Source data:
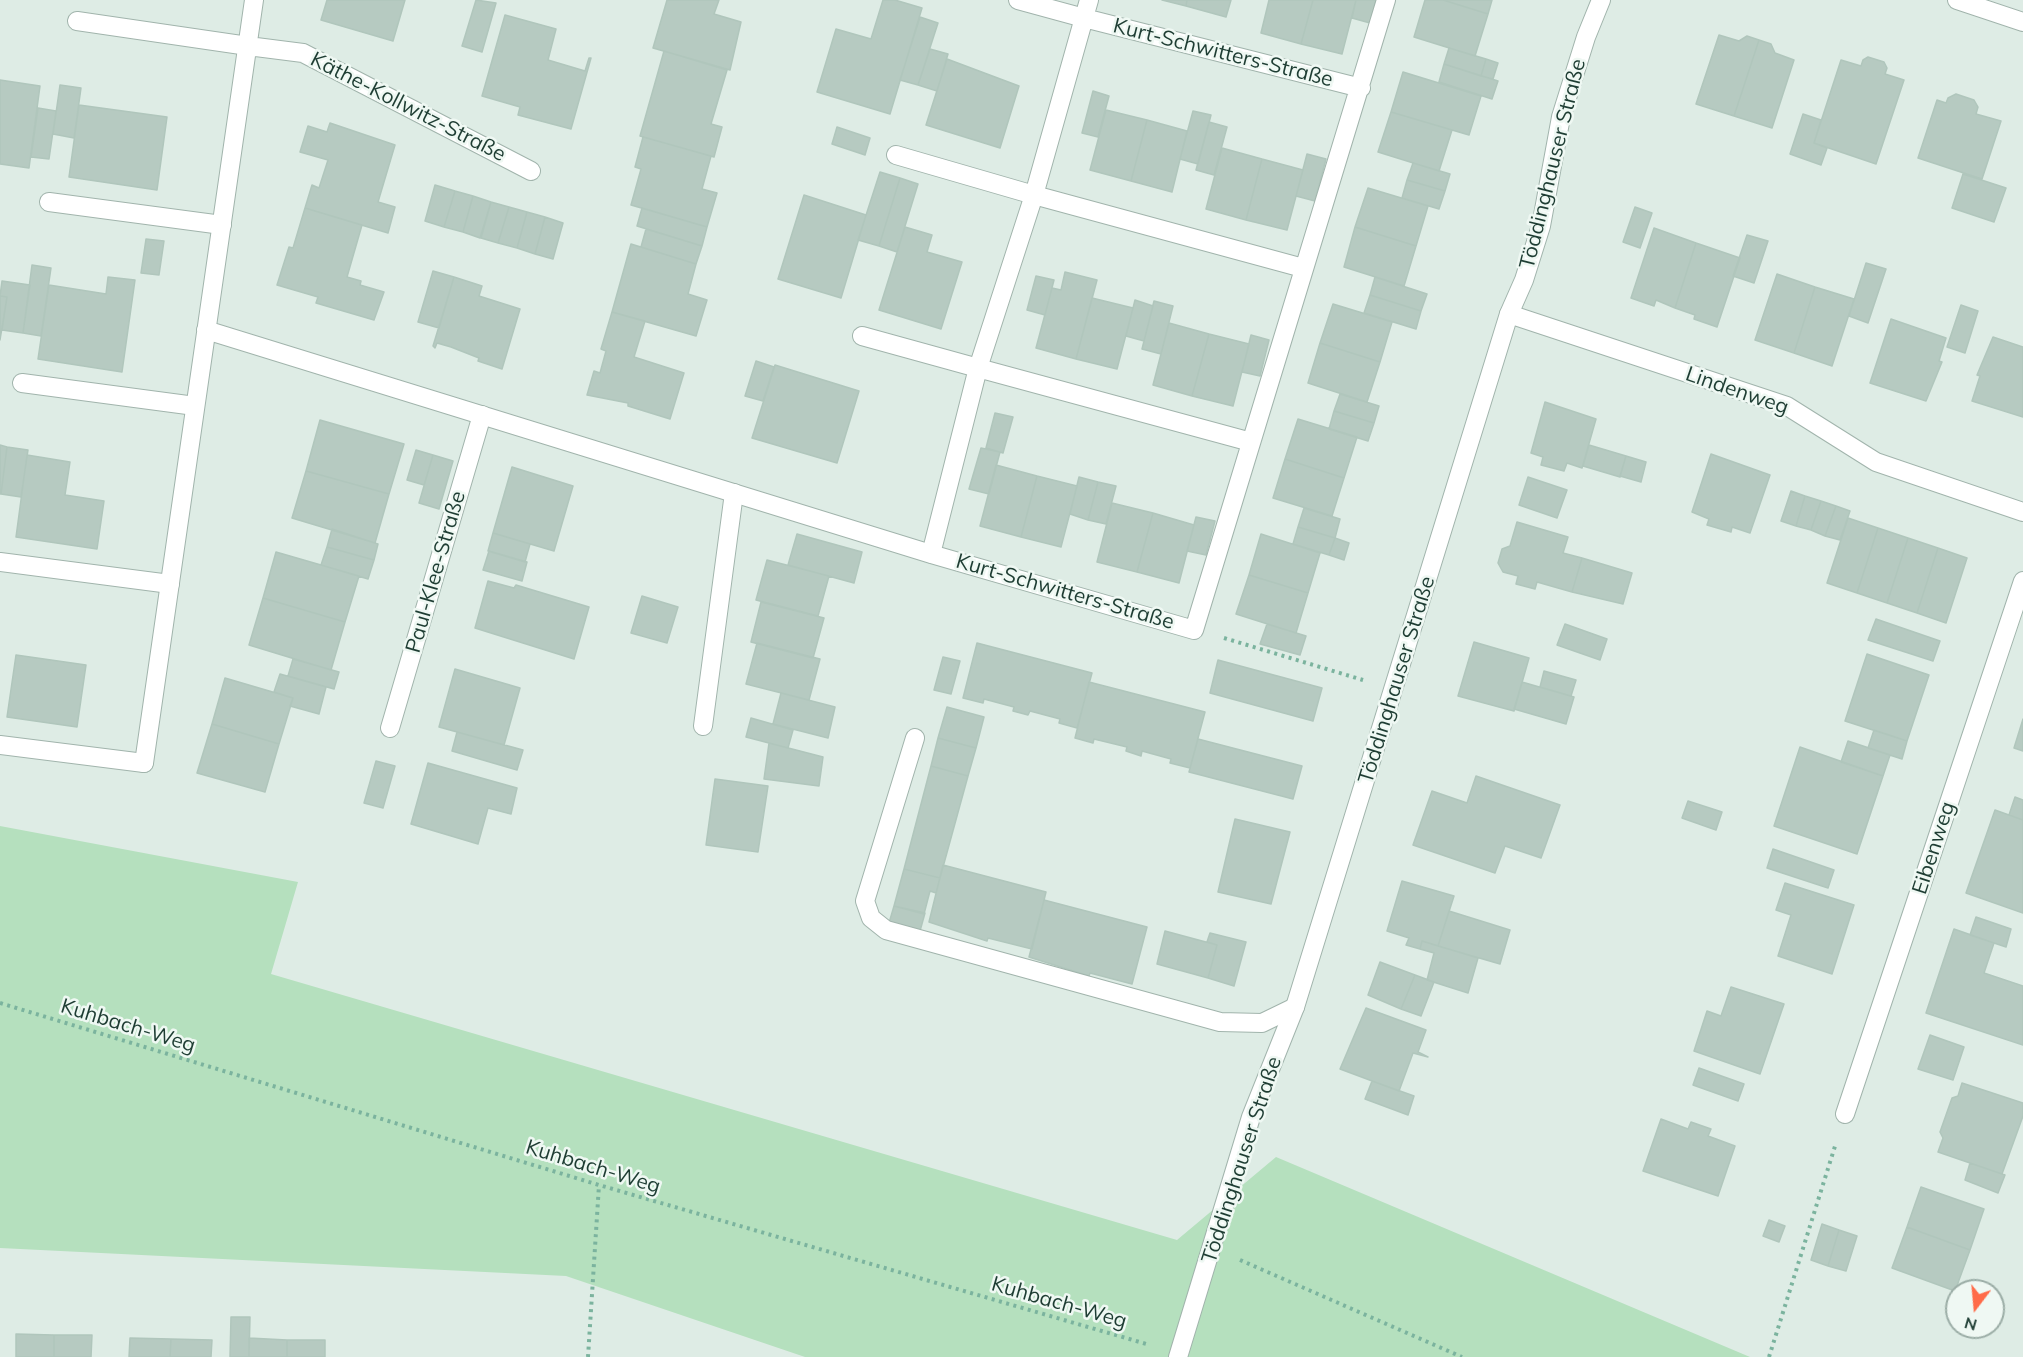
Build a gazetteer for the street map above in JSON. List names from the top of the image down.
{
  "streets": {
    "street": [
      "Kurt-Schwitters-Straße",
      "Käthe-Kollwitz-Straße",
      "Töddinghauser Straße",
      "Lindenweg",
      "Paul-Klee-Straße",
      "Eibenweg"
    ],
    "path": ["Kuhbach-Weg"]
  },
  "crossings": [
    ["Töddinghauser Straße", "Lindenweg"],
    ["Töddinghauser Straße", "Kuhbach-Weg"]
  ],
  "north": "bottom"
}
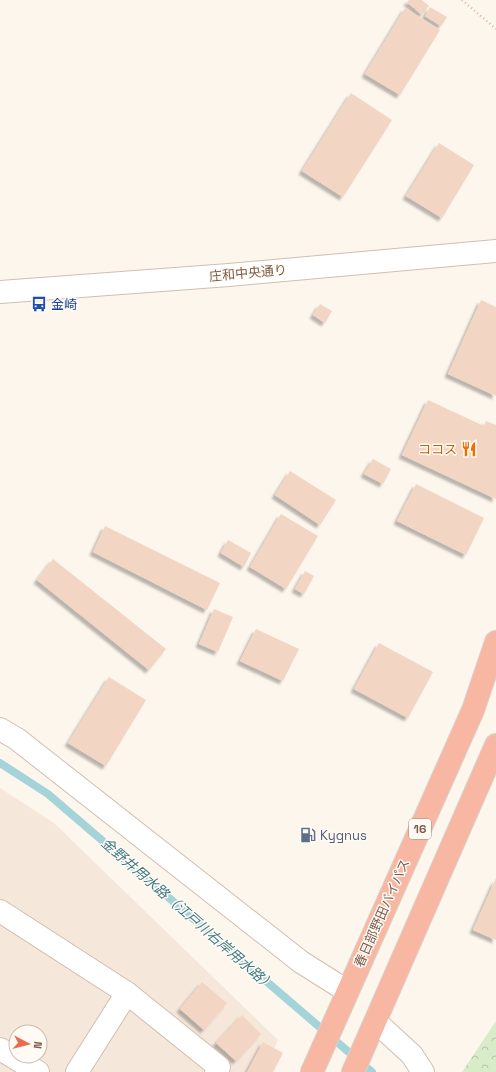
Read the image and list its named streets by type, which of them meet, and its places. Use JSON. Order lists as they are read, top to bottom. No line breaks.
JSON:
{"streets":{"highway":["16","春日部野田バイパス"],"street":["庄和中央通り"]},"water":["金野井用水路（江戸川右岸用水路）"],"places":{"bus stop":["金崎"],"restaurant":["ココス"],"fuel station":["Kygnus"]},"north":"right"}
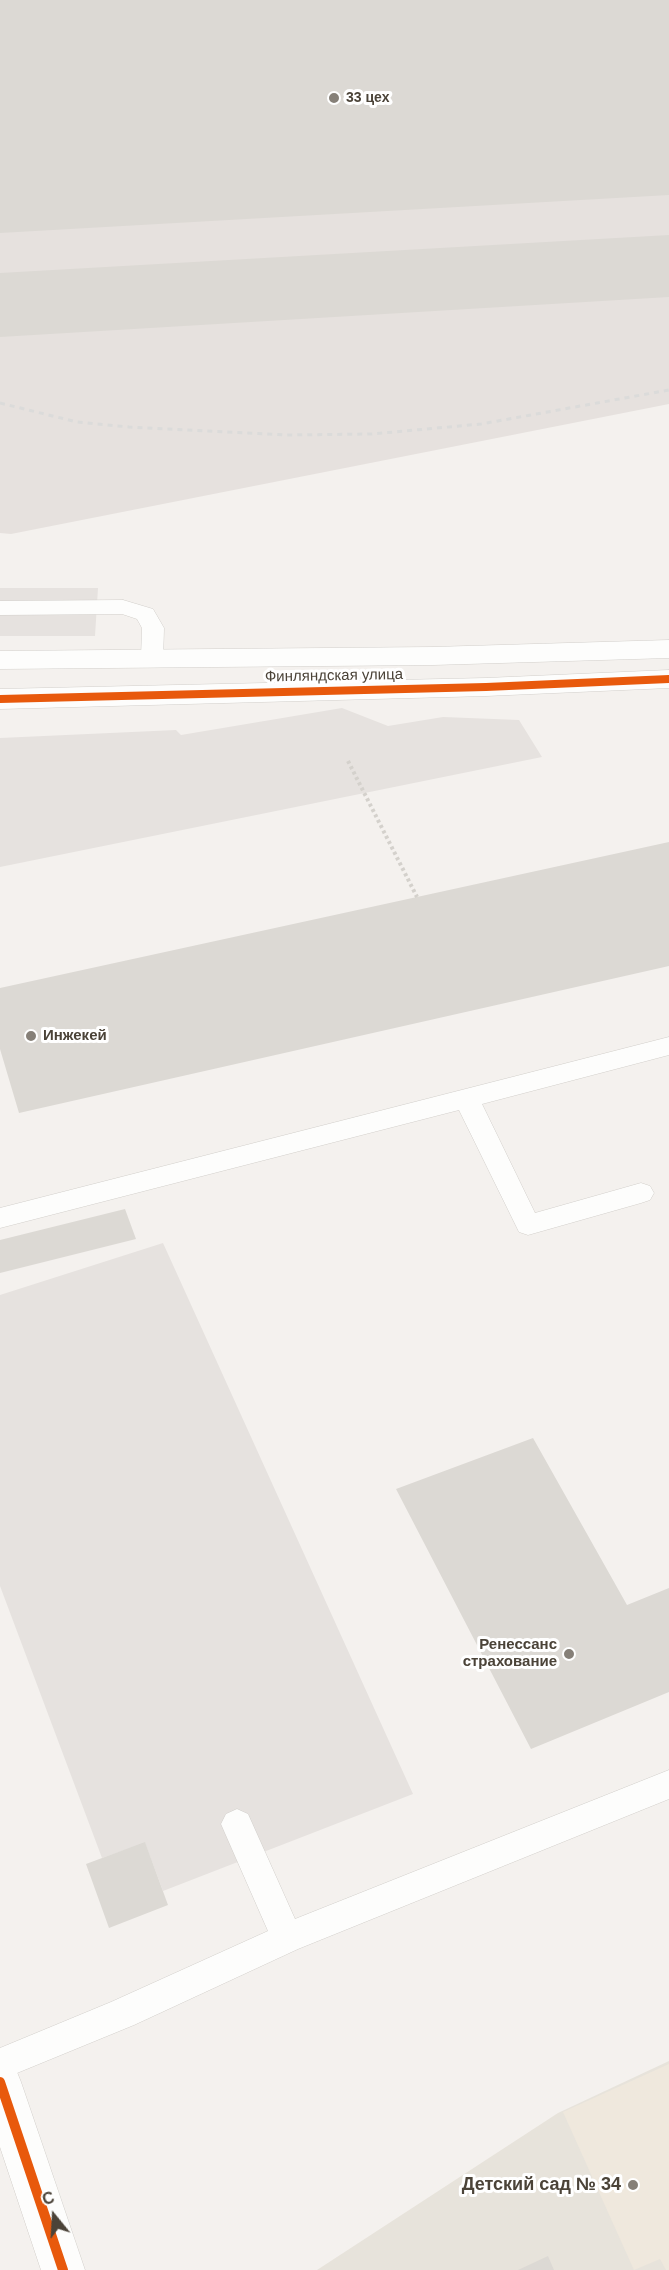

EXERCISE DESCRIPTION: Your copy of the records must be exact and must contain no pictures.

SOLUTION TO THIS PROBLEM:
Build a gazetteer for the street map above in JSON. List names from the top of the image down.
{
  "streets": {
    "street": [
      "Kurt-Schwitters-Straße",
      "Käthe-Kollwitz-Straße",
      "Töddinghauser Straße",
      "Lindenweg",
      "Paul-Klee-Straße",
      "Eibenweg"
    ],
    "path": ["Kuhbach-Weg"]
  },
  "crossings": [
    ["Töddinghauser Straße", "Lindenweg"],
    ["Töddinghauser Straße", "Kuhbach-Weg"]
  ],
  "north": "bottom"
}
Read the image and list its named streets by type, which of them meet, and its places. Use JSON. Order lists as they are read, top to bottom. No line breaks.
JSON:
{"streets":{"highway":["16","春日部野田バイパス"],"street":["庄和中央通り"]},"water":["金野井用水路（江戸川右岸用水路）"],"places":{"bus stop":["金崎"],"restaurant":["ココス"],"fuel station":["Kygnus"]},"north":"right"}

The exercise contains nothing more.